● Exercise description
Your answer should be every line from the records that contains "structured".

● Records supplied
◆ ◆ ◆

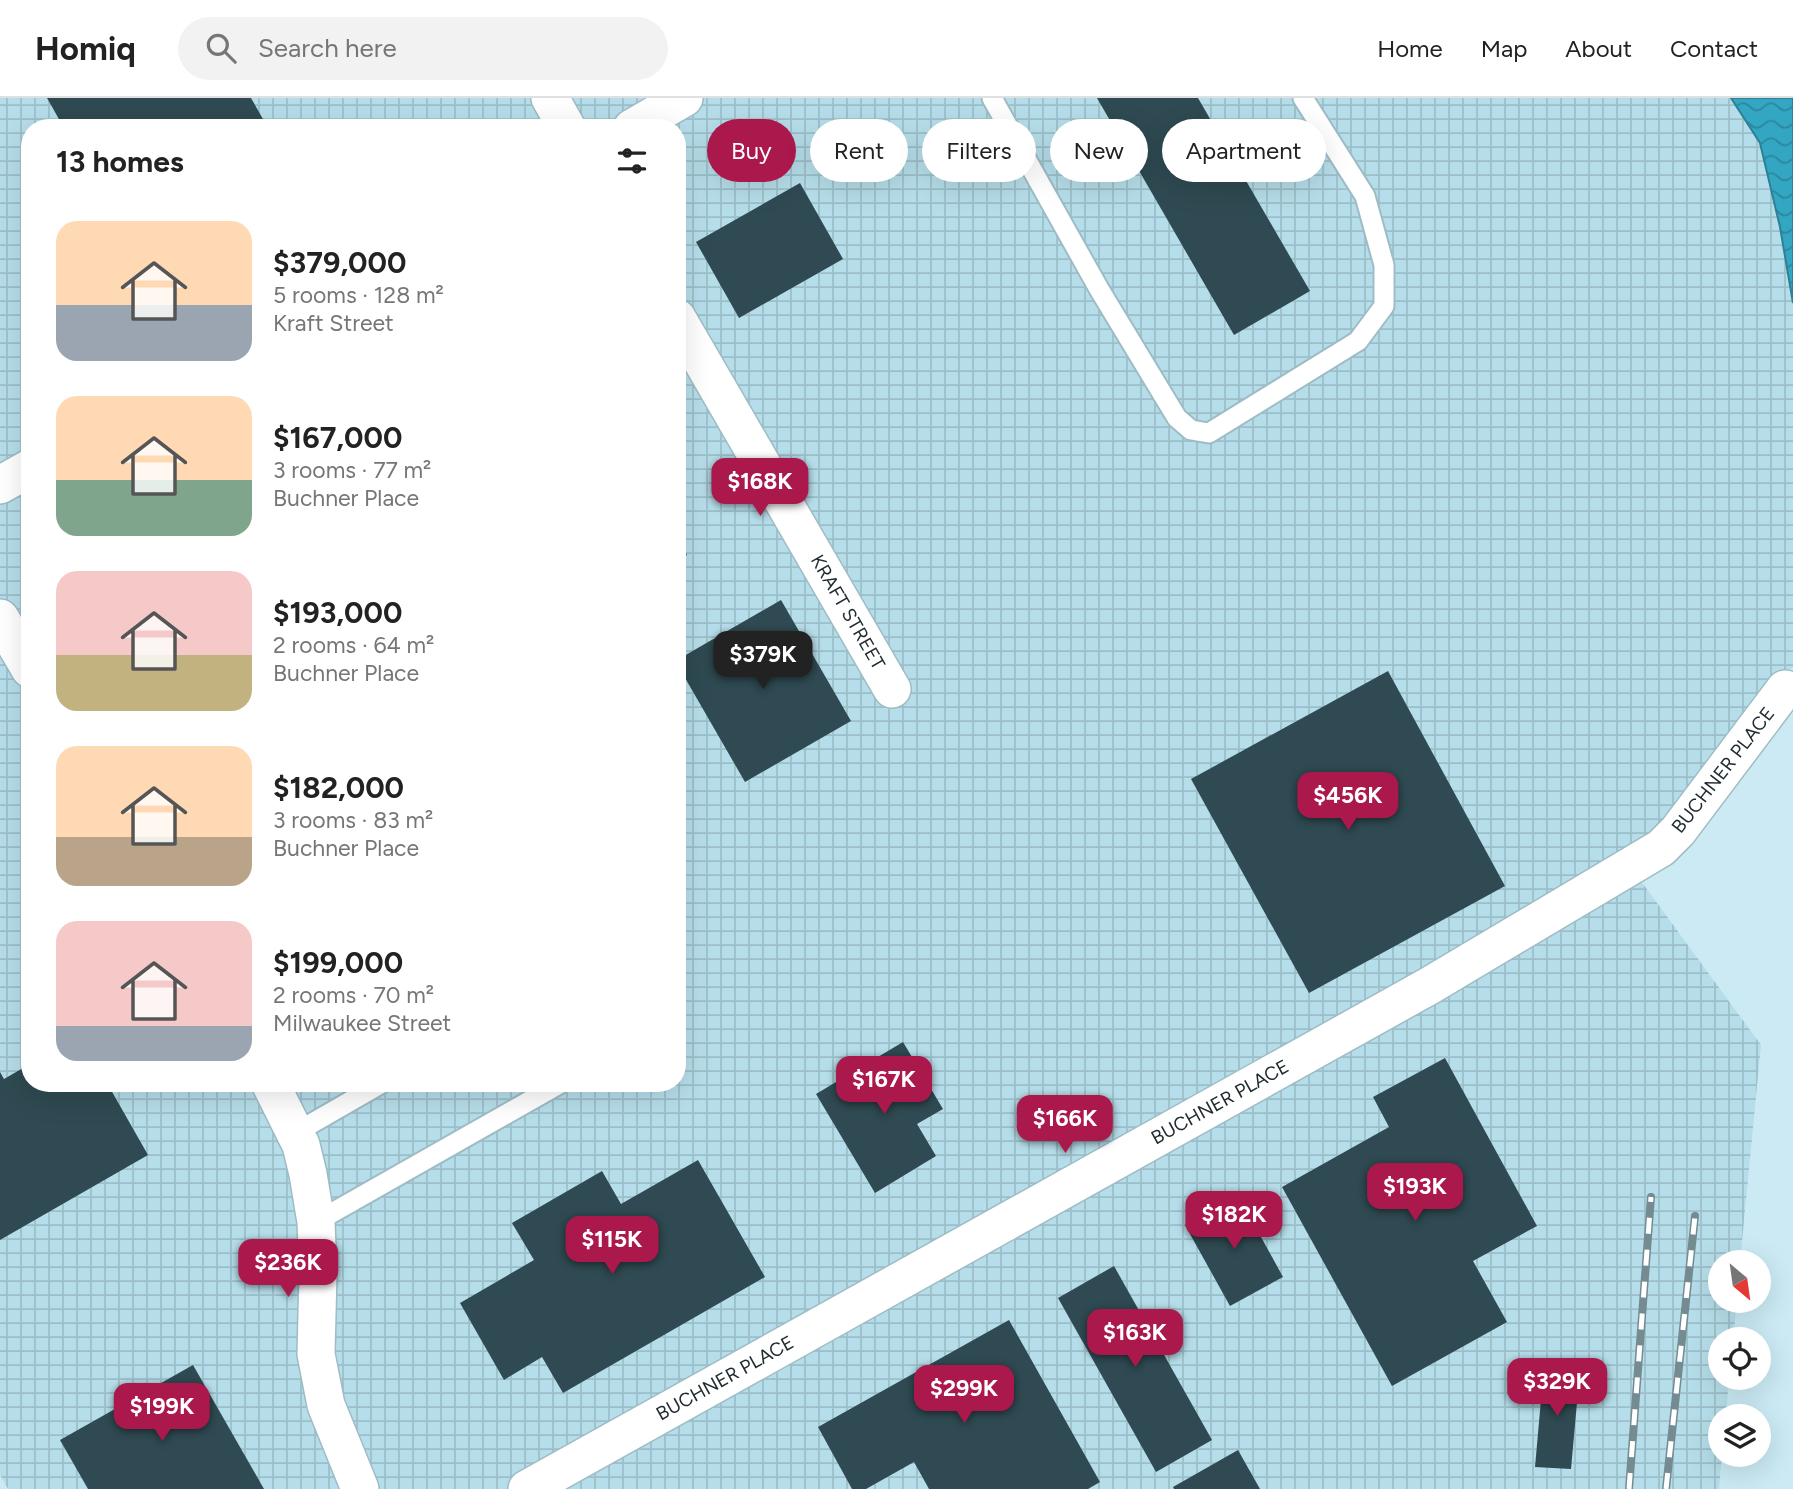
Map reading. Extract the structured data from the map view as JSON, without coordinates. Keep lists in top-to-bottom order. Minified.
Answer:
{"streets":{"street":["KRAFT STREET","BUCHNER PLACE"]},"north":"bottom right","page":{"header":"Homiq","search":"Search here","nav":["Home","Map","About","Contact"],"chip":["Buy","Rent","Filters","New","Apartment"],"heading":"13 homes","list":[{"name":"$379,000","note":"5 rooms · 128 m² · Kraft Street"},{"name":"$167,000","note":"3 rooms · 77 m² · Buchner Place"},{"name":"$193,000","note":"2 rooms · 64 m² · Buchner Place"},{"name":"$182,000","note":"3 rooms · 83 m² · Buchner Place"},{"name":"$199,000","note":"2 rooms · 70 m² · Milwaukee Street"}],"price":["$168K","$379K","$456K","$167K","$166K","$193K","$182K","$115K","$236K","$163K","$329K","$299K","$199K"]}}
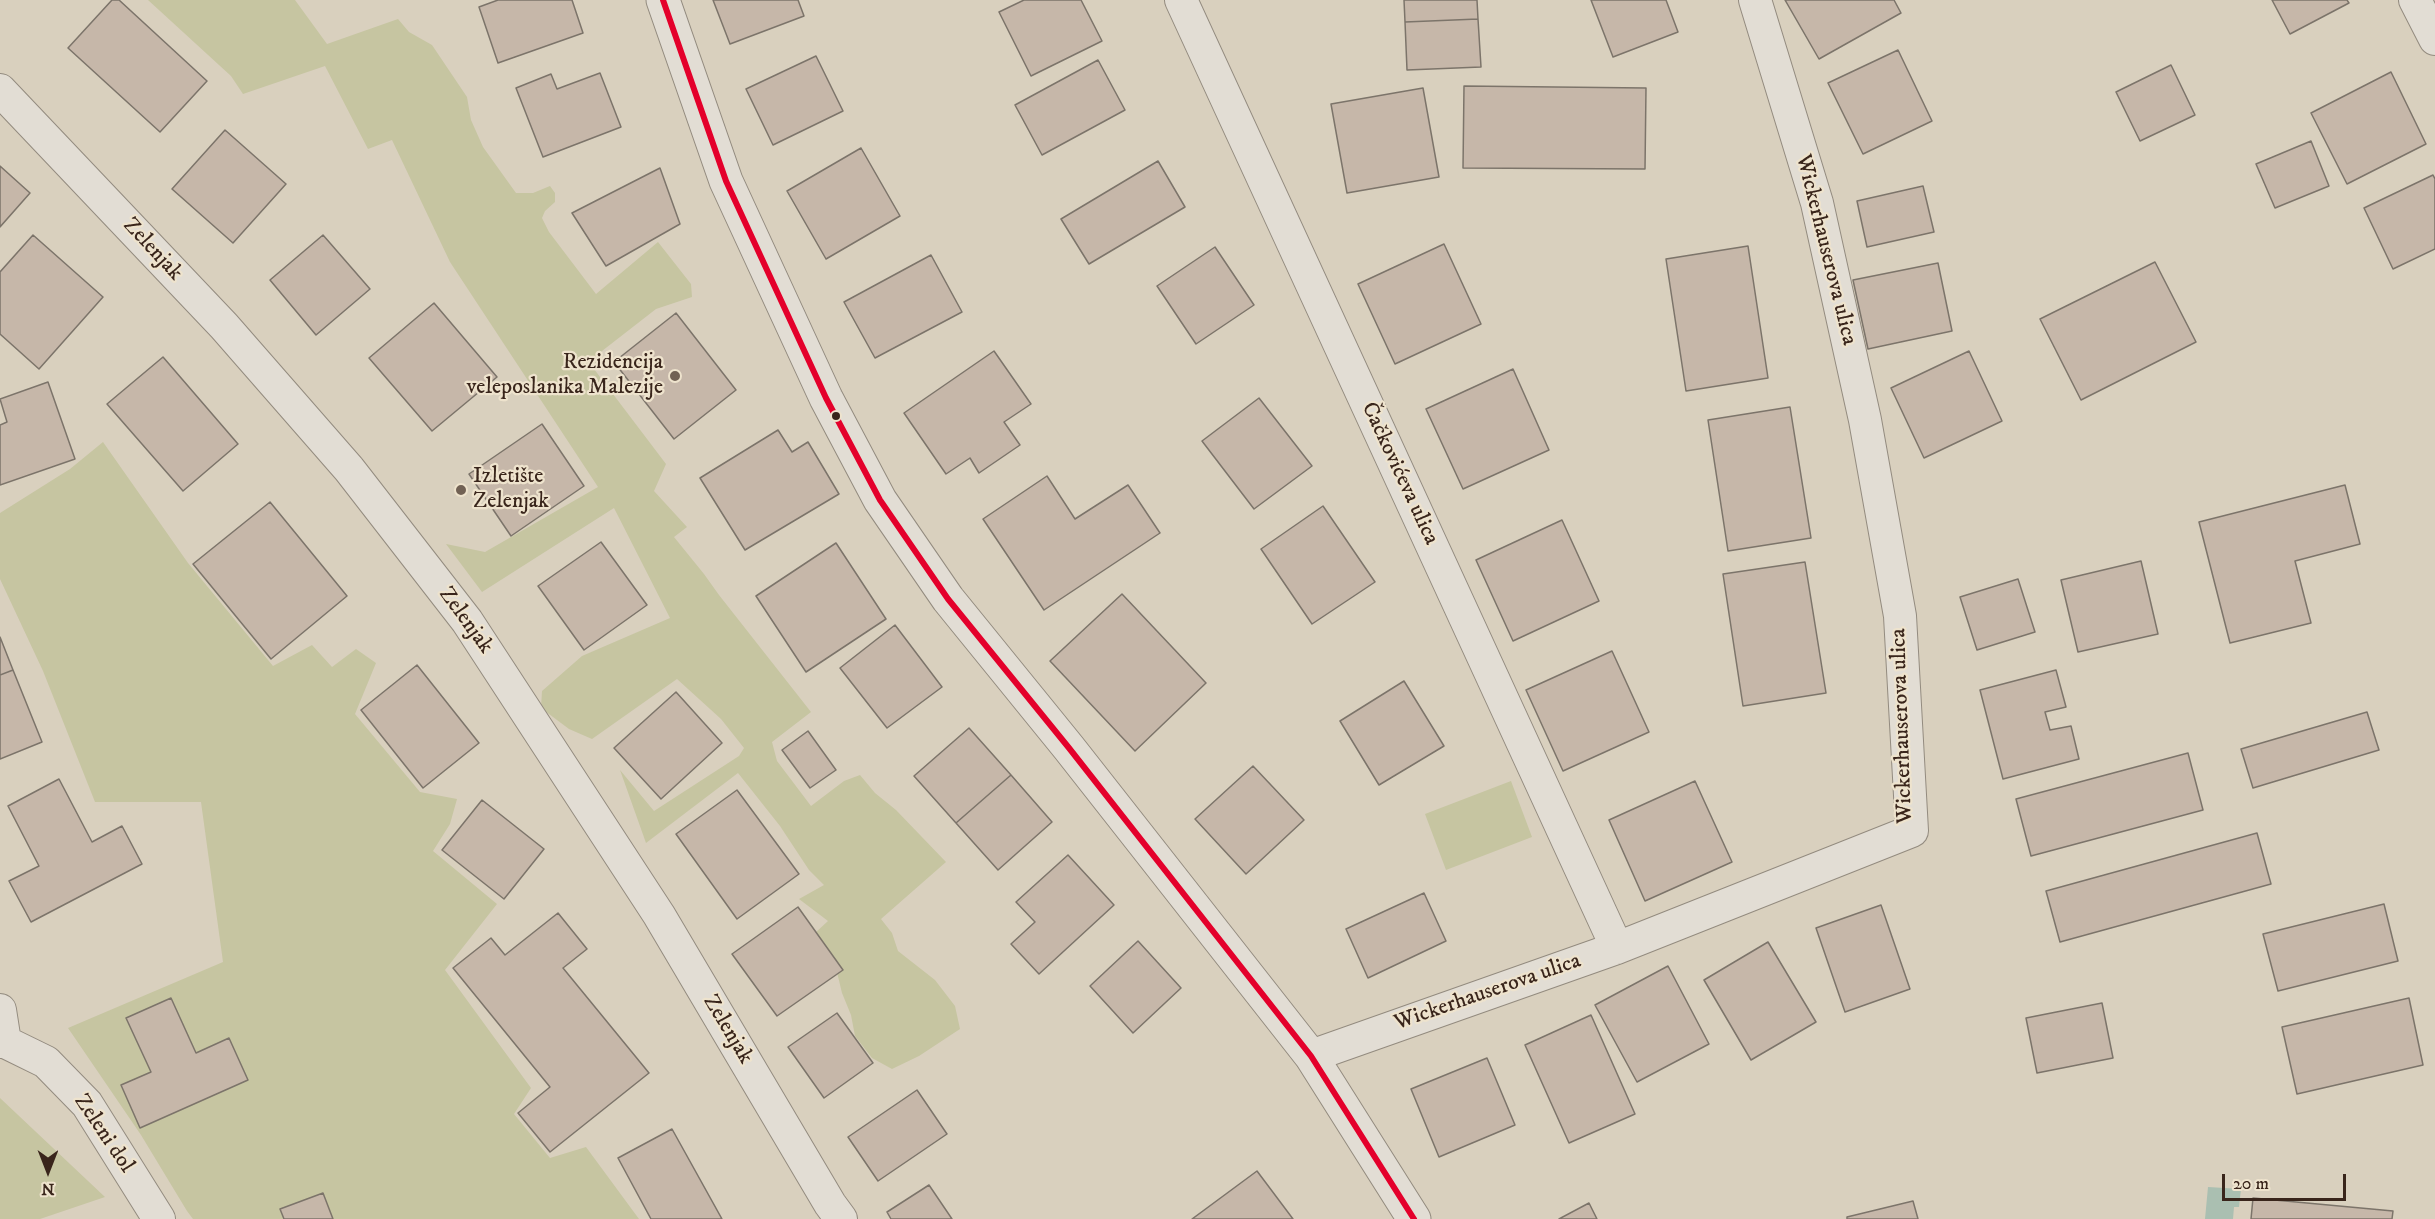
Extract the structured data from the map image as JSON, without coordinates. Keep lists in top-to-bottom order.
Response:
{
  "streets": {
    "street": [
      "Zelenjak",
      "Wickerhauserova ulica",
      "Čačkovićeva ulica",
      "Zeleni dol"
    ]
  },
  "crossings": [
    ["Wickerhauserova ulica", "Čačkovićeva ulica"]
  ],
  "places": ["Rezidencija veleposlanika Malezije", "Izletište Zelenjak"],
  "scale_bar": "20 m",
  "north": "bottom"
}
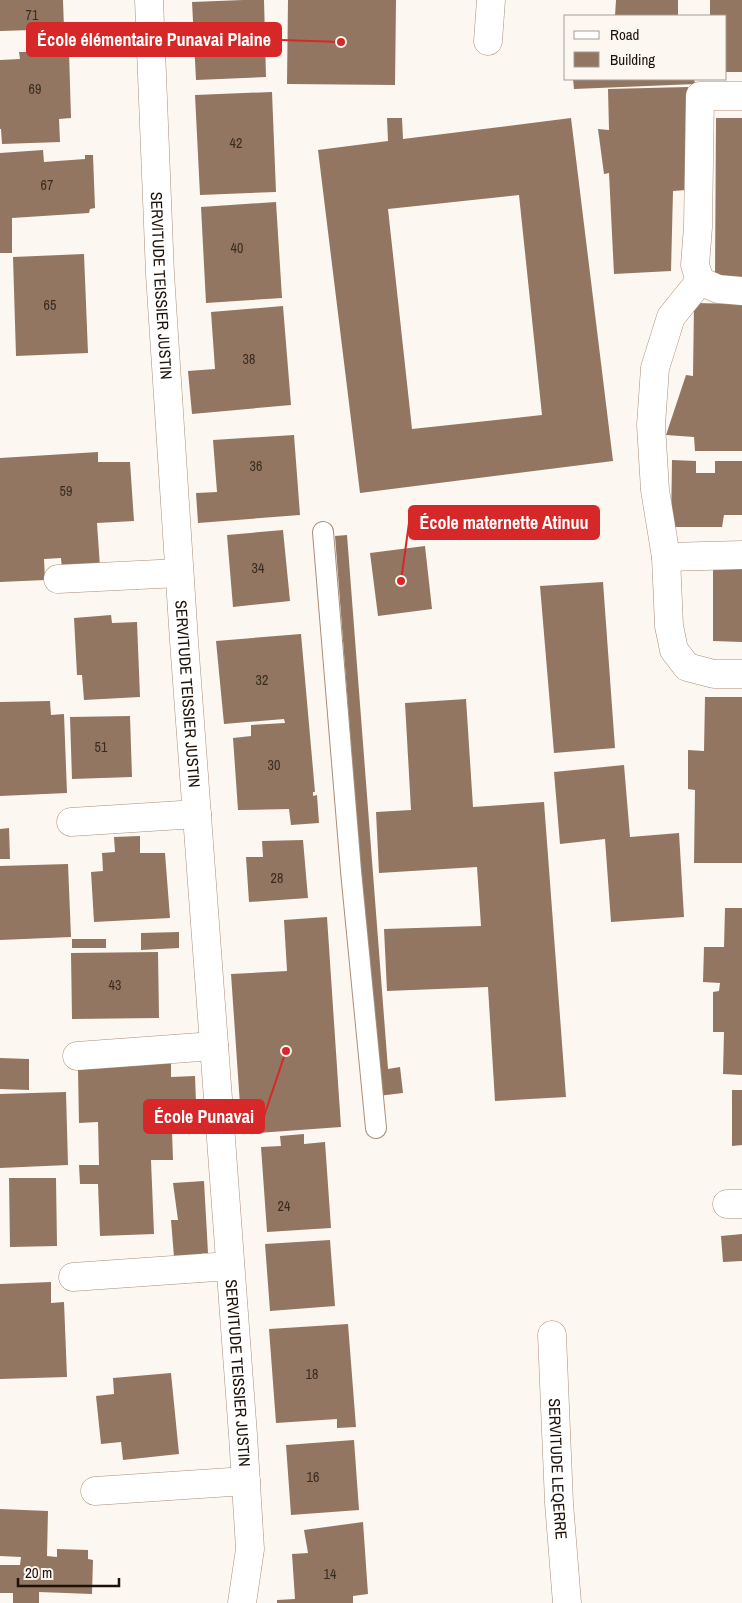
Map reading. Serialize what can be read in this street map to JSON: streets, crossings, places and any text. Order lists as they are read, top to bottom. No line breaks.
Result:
{"streets":{"street":["SERVITUDE TEISSIER JUSTIN","SERVITUDE LEQERRE"]},"places":["École élémentaire Punavai Plaine","École maternette Atinuu","École Punavai"],"house_numbers":["71","69","42","67","40","65","38","36","59","34","32","51","30","28","43","24","18","16","14"],"legend":["Road","Building"],"scale_bar":"20 m"}
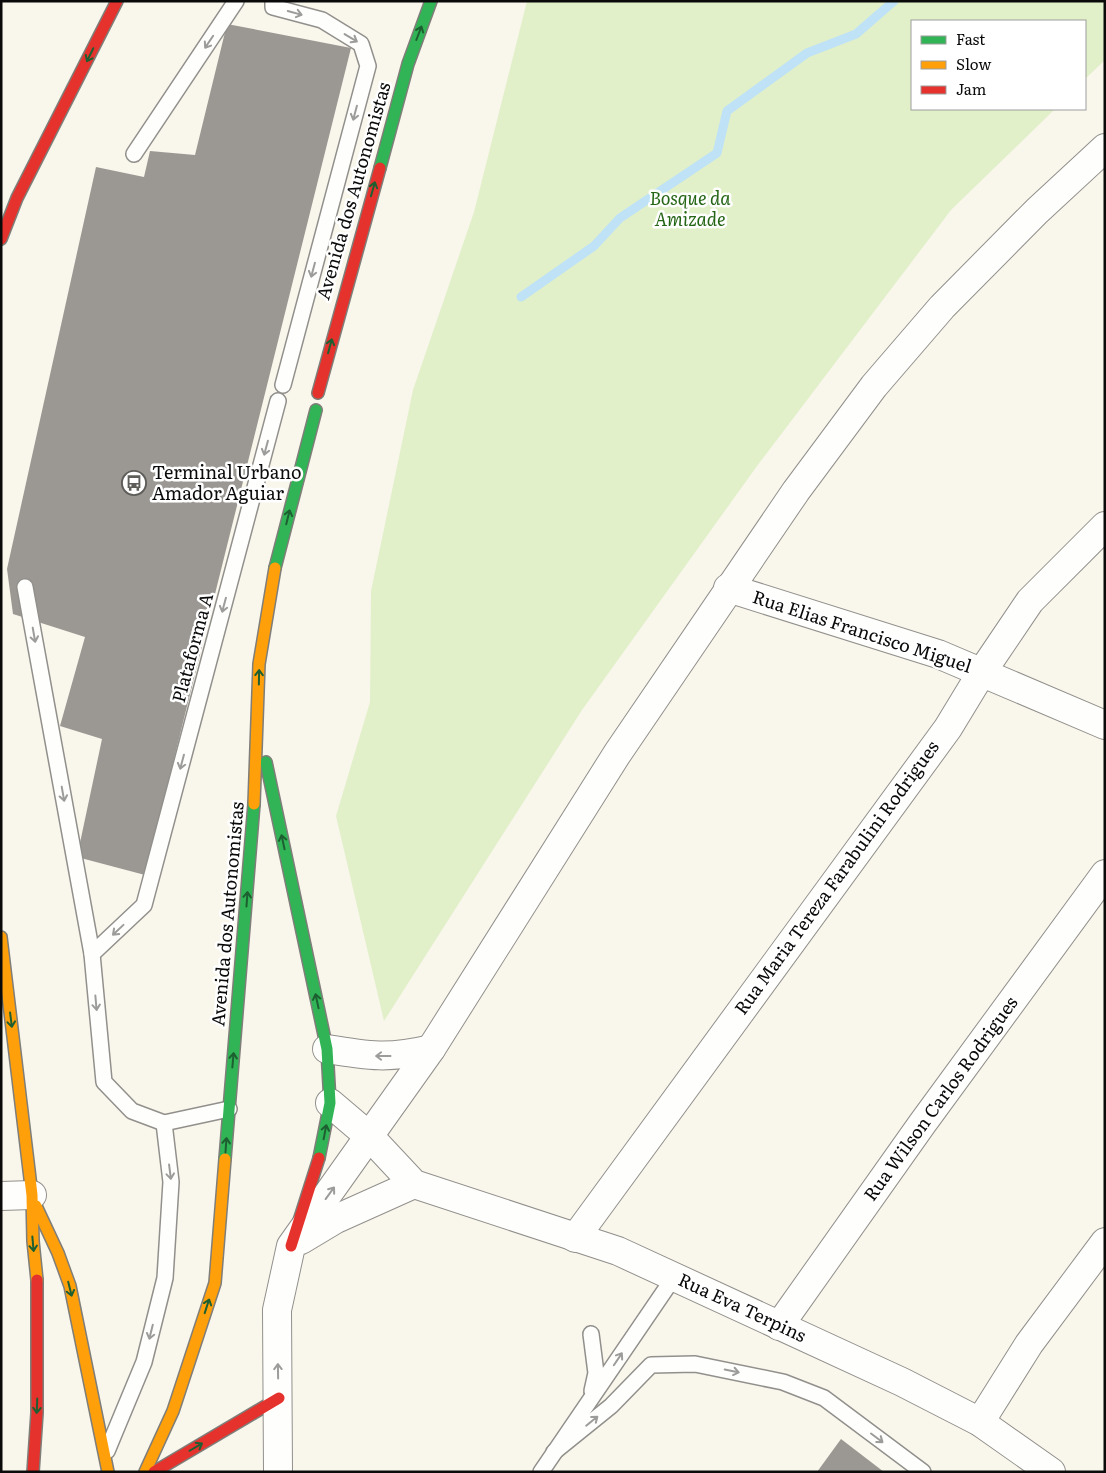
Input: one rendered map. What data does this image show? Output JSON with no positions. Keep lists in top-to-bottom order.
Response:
{
  "streets": {
    "main road": ["Avenida dos Autonomistas"],
    "street": [
      "Rua Elias Francisco Miguel",
      "Rua Maria Tereza Farabulini Rodrigues",
      "Rua Wilson Carlos Rodrigues",
      "Rua Eva Terpins"
    ],
    "lane": ["Plataforma A"]
  },
  "crossings": [
    ["Rua Elias Francisco Miguel", "Rua Maria Tereza Farabulini Rodrigues"],
    ["Rua Maria Tereza Farabulini Rodrigues", "Rua Eva Terpins"],
    ["Rua Wilson Carlos Rodrigues", "Rua Eva Terpins"]
  ],
  "one_way": ["Plataforma A"],
  "parks": ["Bosque da Amizade"],
  "places": {
    "bus stop": ["Terminal Urbano Amador Aguiar"]
  },
  "legend": ["Fast", "Slow", "Jam"]
}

◆ ◆ ◆

● Your response
Map reading. Extract the structured data from the map view as JSON, without coordinates. Keep lists in top-to-bottom order. Minified.
Extract the structured data from the map image as JSON, without coordinates. Keep lists in top-to-bottom order.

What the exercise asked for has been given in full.